Scopic vs InData Labs: full comparison for 2026
Last updated: July 2026
Quick verdict
Scopic (4.6/5) edges ahead of InData Labs (4.6/5) overall. Scopic is the better choice for companies that need genuinely custom ML architectures rather than fine-tuned off-the-shelf models. InData Labs is the stronger option for businesses with complex, highly specific ML problems requiring deep data science expertise and custom model architecture.
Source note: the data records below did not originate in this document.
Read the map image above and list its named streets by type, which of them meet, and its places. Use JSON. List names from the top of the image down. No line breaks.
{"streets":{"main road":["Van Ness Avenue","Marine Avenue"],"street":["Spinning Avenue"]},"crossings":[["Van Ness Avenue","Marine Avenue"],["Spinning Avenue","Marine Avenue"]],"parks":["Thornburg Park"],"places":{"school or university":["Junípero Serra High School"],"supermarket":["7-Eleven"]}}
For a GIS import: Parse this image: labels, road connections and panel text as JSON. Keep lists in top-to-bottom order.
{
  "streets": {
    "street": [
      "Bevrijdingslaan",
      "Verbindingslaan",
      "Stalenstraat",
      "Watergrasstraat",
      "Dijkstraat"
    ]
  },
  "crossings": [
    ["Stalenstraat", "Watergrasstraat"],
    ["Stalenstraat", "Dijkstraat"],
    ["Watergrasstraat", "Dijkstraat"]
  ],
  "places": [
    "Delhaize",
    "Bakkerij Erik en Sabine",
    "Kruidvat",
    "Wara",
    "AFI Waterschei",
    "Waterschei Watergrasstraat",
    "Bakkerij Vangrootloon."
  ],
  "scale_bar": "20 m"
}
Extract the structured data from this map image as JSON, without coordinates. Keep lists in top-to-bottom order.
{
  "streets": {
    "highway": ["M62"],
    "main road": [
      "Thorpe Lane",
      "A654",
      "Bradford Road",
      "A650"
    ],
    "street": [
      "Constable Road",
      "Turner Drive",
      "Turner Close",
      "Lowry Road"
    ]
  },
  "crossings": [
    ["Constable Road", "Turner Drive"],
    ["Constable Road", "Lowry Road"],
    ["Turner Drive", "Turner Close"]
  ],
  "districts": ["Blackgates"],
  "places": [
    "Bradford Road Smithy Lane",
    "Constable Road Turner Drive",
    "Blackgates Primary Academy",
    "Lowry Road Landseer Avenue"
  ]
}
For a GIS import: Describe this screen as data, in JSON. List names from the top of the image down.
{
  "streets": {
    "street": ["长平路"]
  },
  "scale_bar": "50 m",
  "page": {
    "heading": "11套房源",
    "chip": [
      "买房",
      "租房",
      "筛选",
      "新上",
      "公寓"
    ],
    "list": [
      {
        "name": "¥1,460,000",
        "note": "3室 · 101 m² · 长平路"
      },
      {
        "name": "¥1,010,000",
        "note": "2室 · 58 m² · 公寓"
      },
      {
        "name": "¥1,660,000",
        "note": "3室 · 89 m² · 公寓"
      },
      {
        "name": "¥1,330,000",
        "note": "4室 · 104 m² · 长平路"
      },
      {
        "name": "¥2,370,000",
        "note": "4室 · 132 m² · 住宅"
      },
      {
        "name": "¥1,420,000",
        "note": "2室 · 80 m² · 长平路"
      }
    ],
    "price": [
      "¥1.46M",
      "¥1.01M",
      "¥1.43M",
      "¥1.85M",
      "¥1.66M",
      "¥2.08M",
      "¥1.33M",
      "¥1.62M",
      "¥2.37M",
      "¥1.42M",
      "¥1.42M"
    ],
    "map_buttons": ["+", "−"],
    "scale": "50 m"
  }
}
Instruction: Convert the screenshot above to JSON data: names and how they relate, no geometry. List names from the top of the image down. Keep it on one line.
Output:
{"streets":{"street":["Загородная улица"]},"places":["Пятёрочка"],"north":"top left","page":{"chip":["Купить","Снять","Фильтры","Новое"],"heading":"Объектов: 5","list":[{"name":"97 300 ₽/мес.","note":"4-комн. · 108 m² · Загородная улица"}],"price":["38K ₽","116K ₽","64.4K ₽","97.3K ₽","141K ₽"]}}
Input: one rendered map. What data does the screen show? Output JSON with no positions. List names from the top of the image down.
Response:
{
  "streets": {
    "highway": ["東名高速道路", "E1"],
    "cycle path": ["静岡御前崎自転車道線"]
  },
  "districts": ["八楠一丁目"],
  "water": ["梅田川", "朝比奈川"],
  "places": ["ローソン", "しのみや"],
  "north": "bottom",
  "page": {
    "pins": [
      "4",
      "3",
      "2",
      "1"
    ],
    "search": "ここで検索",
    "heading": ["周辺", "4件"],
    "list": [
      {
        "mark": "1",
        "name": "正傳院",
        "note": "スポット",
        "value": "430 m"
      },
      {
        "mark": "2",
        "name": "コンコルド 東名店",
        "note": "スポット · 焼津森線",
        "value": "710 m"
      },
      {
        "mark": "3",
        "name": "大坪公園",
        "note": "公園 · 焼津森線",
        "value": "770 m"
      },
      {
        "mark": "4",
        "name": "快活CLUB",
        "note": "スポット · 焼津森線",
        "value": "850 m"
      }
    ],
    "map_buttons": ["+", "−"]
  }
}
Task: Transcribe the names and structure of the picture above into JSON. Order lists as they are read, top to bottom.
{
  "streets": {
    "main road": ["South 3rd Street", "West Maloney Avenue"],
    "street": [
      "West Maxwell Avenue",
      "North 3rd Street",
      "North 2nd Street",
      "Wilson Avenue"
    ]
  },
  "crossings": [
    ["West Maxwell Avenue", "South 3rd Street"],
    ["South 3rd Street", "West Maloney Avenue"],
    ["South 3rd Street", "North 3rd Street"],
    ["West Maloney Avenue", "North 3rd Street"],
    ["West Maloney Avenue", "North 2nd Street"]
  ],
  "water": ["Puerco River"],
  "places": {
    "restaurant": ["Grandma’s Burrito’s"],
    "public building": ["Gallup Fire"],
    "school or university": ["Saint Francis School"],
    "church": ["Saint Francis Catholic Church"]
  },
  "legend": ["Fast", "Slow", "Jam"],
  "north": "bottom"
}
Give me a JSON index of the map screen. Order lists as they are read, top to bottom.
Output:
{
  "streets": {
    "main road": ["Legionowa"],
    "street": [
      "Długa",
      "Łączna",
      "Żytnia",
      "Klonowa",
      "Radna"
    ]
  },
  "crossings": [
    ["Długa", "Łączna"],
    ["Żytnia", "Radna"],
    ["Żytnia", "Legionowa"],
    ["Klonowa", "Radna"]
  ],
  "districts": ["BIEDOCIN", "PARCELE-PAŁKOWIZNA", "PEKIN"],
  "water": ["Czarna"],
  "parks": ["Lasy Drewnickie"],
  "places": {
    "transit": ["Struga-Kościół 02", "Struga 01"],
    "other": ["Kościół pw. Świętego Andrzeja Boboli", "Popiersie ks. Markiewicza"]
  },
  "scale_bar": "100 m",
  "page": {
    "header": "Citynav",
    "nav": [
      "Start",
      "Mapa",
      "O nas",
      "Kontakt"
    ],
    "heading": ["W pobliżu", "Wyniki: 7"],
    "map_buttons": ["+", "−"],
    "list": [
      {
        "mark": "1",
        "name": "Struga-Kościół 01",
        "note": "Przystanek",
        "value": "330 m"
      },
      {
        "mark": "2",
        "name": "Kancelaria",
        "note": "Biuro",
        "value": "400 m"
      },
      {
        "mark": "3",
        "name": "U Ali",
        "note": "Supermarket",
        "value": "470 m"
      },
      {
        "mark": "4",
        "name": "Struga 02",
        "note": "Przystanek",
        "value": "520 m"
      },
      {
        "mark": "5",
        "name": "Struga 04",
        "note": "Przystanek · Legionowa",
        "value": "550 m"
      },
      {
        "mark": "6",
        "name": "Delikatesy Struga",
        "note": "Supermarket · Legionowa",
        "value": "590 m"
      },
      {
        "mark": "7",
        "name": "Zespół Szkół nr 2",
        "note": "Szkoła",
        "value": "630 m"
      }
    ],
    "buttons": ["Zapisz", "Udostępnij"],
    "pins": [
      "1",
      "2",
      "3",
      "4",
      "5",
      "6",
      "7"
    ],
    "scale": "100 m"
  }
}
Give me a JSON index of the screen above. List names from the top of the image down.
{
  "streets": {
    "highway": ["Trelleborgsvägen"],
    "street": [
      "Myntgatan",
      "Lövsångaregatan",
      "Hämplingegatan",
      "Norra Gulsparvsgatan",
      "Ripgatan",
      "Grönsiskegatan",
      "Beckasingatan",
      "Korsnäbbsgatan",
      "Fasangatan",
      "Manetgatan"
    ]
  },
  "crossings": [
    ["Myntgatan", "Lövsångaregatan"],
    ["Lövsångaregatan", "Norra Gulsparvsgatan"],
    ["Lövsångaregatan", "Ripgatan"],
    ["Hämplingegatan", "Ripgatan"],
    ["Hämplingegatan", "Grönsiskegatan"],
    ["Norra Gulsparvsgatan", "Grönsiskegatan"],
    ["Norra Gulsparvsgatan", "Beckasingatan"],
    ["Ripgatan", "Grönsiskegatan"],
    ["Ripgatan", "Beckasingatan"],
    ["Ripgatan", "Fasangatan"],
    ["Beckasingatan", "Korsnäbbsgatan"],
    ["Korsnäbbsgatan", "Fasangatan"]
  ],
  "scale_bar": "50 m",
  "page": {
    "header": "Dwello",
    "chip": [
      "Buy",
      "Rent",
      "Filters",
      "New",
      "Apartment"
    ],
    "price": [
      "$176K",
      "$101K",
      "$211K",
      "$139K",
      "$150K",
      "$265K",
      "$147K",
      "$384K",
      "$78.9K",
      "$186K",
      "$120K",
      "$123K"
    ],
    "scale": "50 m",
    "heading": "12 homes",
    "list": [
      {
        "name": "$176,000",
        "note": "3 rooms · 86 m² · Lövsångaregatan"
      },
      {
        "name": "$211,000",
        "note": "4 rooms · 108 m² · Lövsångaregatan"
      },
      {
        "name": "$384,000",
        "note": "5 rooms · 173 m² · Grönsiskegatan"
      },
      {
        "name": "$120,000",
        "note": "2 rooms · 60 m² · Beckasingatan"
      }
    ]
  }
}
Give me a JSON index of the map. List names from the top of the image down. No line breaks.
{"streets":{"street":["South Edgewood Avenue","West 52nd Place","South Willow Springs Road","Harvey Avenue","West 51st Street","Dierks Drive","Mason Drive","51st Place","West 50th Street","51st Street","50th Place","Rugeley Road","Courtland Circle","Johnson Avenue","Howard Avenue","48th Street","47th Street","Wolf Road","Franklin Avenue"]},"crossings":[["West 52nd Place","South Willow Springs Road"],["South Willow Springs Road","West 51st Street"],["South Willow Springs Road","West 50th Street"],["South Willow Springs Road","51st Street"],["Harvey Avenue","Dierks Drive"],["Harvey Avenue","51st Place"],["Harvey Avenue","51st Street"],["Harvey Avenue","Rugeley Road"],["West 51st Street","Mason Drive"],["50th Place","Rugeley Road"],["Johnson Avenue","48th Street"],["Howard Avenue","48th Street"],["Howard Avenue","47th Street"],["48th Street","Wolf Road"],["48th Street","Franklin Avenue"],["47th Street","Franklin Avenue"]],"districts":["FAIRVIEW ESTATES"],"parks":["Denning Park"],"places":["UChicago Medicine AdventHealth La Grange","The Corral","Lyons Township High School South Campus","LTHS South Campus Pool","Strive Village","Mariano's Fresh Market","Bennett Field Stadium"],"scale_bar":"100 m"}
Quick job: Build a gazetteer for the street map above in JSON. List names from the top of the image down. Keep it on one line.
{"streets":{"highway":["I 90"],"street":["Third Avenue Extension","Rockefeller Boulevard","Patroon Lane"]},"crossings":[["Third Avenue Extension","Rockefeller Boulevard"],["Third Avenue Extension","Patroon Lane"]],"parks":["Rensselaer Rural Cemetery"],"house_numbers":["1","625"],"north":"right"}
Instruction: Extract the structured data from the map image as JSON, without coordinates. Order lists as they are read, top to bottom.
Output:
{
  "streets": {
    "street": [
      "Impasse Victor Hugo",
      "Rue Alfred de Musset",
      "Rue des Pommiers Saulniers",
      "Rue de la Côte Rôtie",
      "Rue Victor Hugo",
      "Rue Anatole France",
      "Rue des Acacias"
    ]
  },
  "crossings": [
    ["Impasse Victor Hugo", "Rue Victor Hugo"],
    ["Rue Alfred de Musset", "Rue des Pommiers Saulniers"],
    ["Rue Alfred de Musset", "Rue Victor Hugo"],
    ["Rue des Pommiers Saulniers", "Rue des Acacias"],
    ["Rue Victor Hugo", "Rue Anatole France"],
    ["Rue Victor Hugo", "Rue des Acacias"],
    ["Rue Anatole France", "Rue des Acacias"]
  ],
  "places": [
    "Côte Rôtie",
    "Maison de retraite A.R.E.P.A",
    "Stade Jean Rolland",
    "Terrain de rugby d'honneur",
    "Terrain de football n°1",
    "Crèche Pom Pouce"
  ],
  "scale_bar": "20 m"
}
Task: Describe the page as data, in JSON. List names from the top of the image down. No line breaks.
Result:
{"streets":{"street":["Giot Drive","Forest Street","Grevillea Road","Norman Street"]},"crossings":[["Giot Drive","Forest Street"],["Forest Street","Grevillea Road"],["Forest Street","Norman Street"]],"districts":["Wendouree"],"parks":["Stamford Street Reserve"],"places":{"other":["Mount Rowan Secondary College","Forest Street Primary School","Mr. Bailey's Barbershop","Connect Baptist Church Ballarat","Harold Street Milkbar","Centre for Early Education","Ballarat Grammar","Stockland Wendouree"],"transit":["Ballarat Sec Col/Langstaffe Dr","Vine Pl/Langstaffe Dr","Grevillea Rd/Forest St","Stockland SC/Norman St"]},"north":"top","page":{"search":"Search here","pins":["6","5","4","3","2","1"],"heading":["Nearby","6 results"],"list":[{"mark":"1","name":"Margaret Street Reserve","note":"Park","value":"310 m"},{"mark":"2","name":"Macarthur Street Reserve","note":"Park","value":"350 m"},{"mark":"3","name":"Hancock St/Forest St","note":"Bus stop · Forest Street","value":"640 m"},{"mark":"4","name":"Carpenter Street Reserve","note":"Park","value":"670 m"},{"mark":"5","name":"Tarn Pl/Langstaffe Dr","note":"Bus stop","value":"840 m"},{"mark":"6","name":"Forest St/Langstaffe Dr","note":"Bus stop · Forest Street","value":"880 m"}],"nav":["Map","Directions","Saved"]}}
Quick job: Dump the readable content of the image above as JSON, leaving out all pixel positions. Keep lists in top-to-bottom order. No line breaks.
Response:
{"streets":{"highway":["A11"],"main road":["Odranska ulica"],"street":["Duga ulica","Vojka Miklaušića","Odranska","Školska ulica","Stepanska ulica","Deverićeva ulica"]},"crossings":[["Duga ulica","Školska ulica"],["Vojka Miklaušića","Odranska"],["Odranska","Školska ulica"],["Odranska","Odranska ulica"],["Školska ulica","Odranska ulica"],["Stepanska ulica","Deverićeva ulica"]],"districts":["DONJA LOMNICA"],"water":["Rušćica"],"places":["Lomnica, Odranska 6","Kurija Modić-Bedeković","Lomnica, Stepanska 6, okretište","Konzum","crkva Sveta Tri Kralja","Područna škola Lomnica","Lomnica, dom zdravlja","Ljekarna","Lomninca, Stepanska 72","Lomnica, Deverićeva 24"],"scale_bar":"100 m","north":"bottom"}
The right choice depends on your project size, budget, and required tech stack.
Scopic vs InData Labs: head-to-head summary
| Criterion | Scopic | InData Labs |
|---|---|---|
| Founded | 2006 | 2014 |
| HQ | Marlborough, MA | New York, NY |
| Team size | 250+ | 100+ |
| Rating | 4.6 / 5 | 4.6 / 5 |
| Best for | Companies that need genuinely custom ML architectures rather than fine-tuned off-the-shelf models | Businesses with complex, highly specific ML problems requiring deep data science expertise and custom model architecture |
| Pricing model | Fixed project, T&M | Fixed project, T&M |
| Min. engagement | $20K | $20K |
| Primary tech stack | TensorFlow, PyTorch, OpenCV | TensorFlow, PyTorch, Scikit-learn |
| Industries served | Healthcare & Life Sciences, Financial Services, Retail & E-commerce, Manufacturing & Industrial, Media & Entertainment | Healthcare & Life Sciences, Financial Services, Retail & E-commerce, Manufacturing & Industrial, Media & Entertainment |
Scopic vs InData Labs: overview
Scopic
Scopic is a globally distributed software company founded in 2006 and headquartered in Marlborough, MA, with a dedicated machine learning practice covering TensorFlow, PyTorch, neural networks, and computer vision pipelines. The firm distinguishes itself by engineering truly custom ML architectures rather than adapting off-the-shelf models, and has delivered healthcare imaging AI, NLP systems, and predictive analytics tools in production.
InData Labs
InData Labs is a specialist data science and AI company founded in 2014 with offices in New York and the EU. The firm focuses on complex, domain-specific ML problems — custom computer vision systems, unique NLP models, and advanced predictive analytics — that require deep data science expertise rather than off-the-shelf tooling. InData Labs has delivered production ML solutions for healthcare, fintech, retail, and manufacturing clients.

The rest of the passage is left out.